Hypothesis 1a (H1a).
A firm’s absorptive capacity (FAC) positively impacts its operational sustainability (OPS).
Hypothesis 1b (H1b).
A firm’s absorptive capacity (FAC) positively impacts the adoption of UCRM (AUC).

3.2.2. Firm Dynamic Capability (FDC)

A firm’s dynamic capability is conceptualized as its ability to build, integrate, and reconfigure internal as well as external capabilities in order to address the market environment that is undergoing rapid change [40]. The dynamic capability of a firm can be defined as “high level routine (or collection of routines) that, together with its implementing input flows, confer upon an organizations’ management a set of decision options for providing significant outputs of a particular type” [58] (p. 991). Dynamic capability is also called higher-order capability that effects the firms’ operational sustainability to enjoy its competitive advantage in a highly dynamic changing environment [59].
Several explanations of firms’ dynamic capability are found in the management literature. For example, three attributes have been identified as important: sensing, seizing, and reconfiguring/transforming. A firm’s capability to identify, develop, codevelop, and assess technological opportunities that could meet customers’ needs and the firms’ business opportunities is known as the sensing ability. A firm’s ability to appropriately mobilize the external resources to meet customer needs and to improve operational sustainability by adopting new technology is called the seizing ability. In addition, a firm’s ability to reconfigure or transform capabilities to encompass all activities is another attribute its dynamic capability [60]. All these capabilities are dynamic in nature, and they help a firm to adopt a new technology such as UCRM to add promptness to meeting customer needs [1,61,62]. Accordingly, the following hypotheses are proposed:
Hypothesis 2a (H2a).
A firm’s dynamic capability (FDC) positively impacts adoption of UCRM (AUC).
Hypothesis 2b (H2b).
A firm’s dynamic capability (FDC) positively impacts its operational sustainability (OPS).

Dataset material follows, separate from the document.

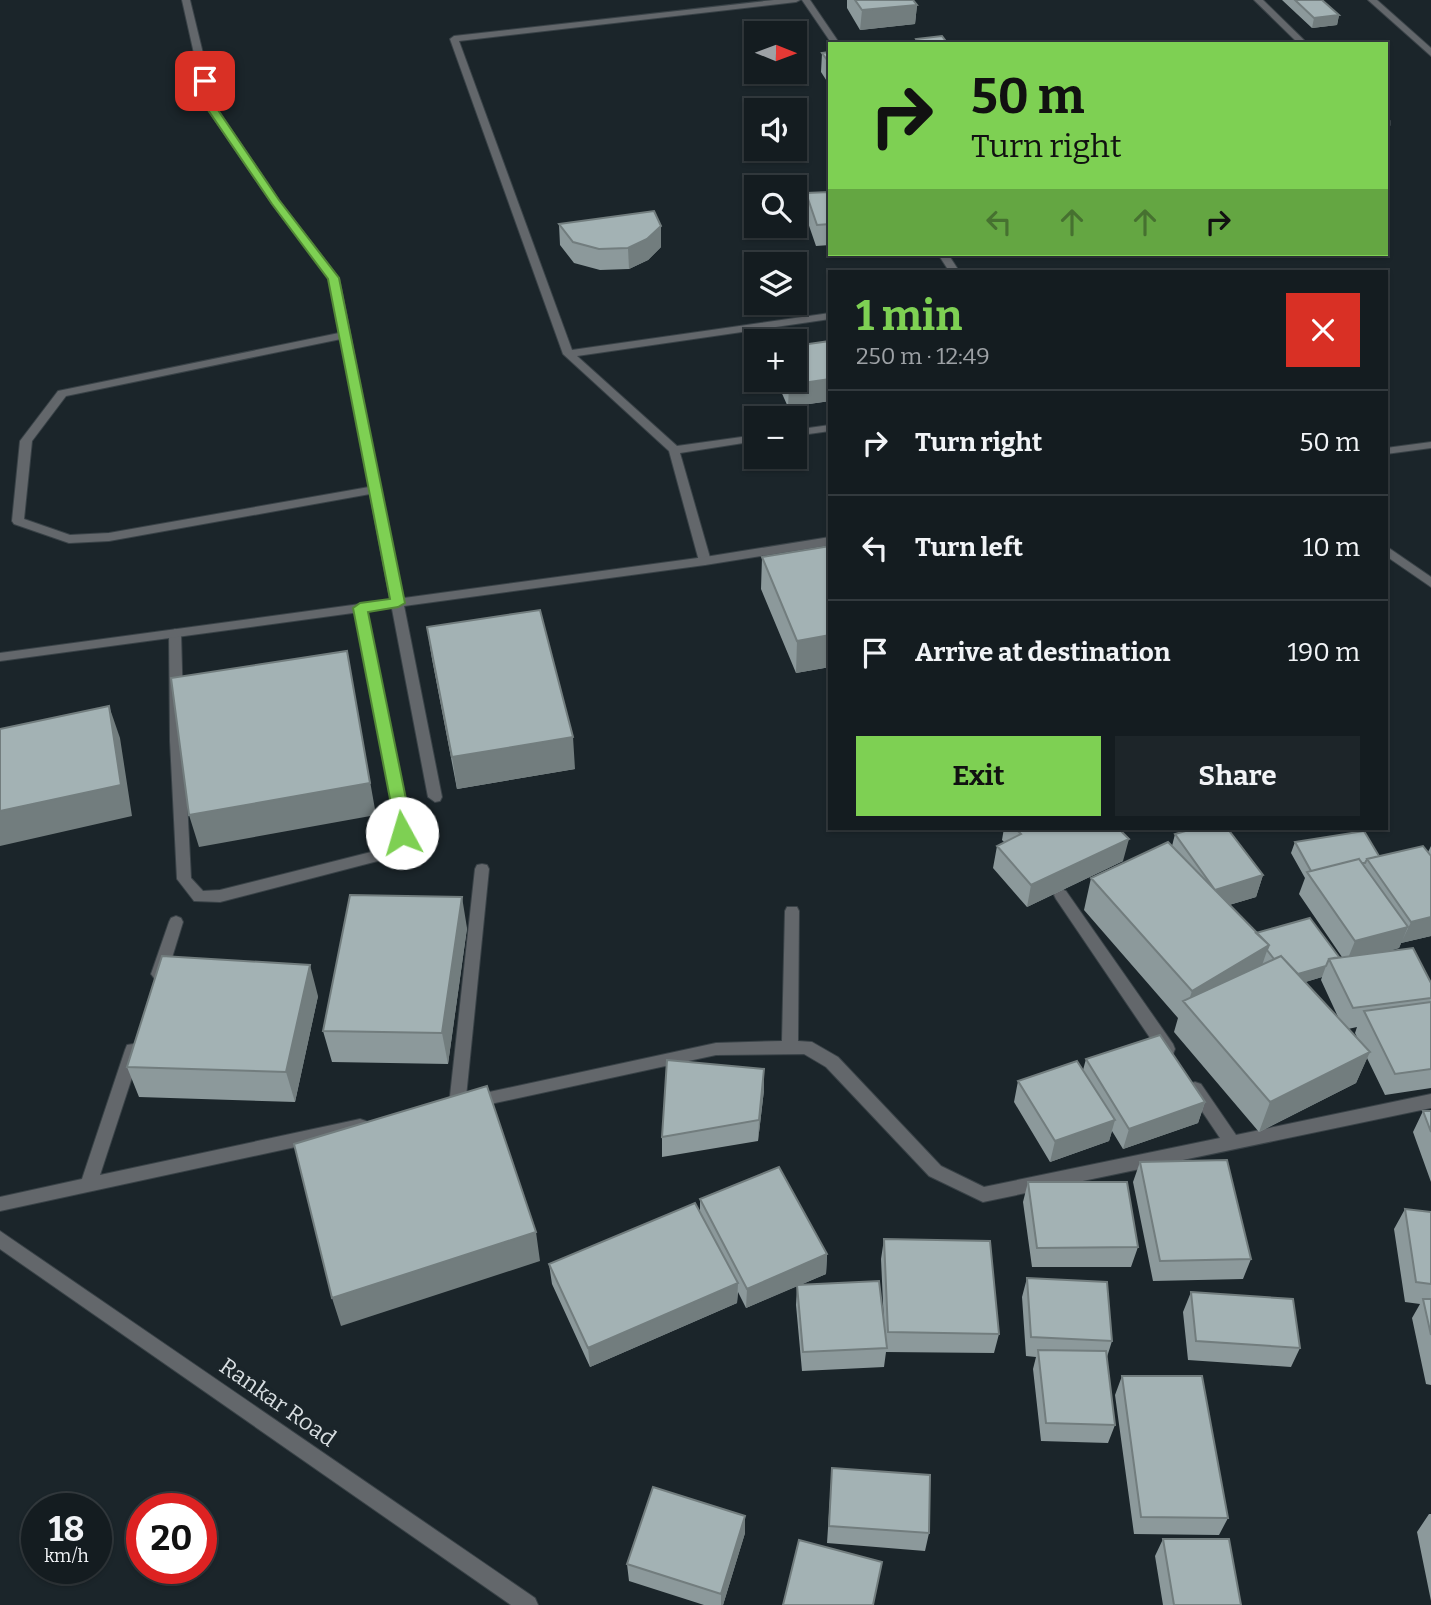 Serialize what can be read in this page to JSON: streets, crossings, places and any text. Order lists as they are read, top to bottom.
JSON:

3.2.3. Adoption of UCRM (AUC)

Applications of ubiquitous retailing with advanced technology have helped firms to reach customers’ touch points. Techno-powered customers have also grown closer to firms that use ubiquitous retailing. Using ubiquitous retailing to improve CRM is interpreted as UCRM [4]. Several studies demonstrate that the adoption of UCRM creates some operational benefits and in particular improves the operational performance through more effective cooperation and collaboration in a competitive environment [4,8,12,63]. Firms applying UCRM become more agile, responsible, and responsive to the customers whose demands are ever-changing in the dynamic market [63].
Firms using UCRM are more technologically savvy in interacting with the customers. However, their employees’ technological competencies need to be enhanced so that they do not face any problem using UCRM [5,7]. UCRM deals with customers’ basic information, including their likes and dislikes (behavioral aspects of customers), as well as sales information. UCRM also deals with customers’ logical behavior, as well as physical contextual data, such as information on customers’ current activities and customers’ profile information. UCRM can provide real-time recommendation services [64]. Firms applying UCRM are expected to update their practices and procedures, such as responding to trends in real time, improving data management, empowering staff, and so on [65]. Accordingly, it is hypothesized as follows:
Hypothesis 3 (H3).
Adoption of UCRM (AUC) positively impacts firms’ operational sustainability (OPS).

3.2.4. Operational Sustainability (OPS) and Firm Performance (FPR)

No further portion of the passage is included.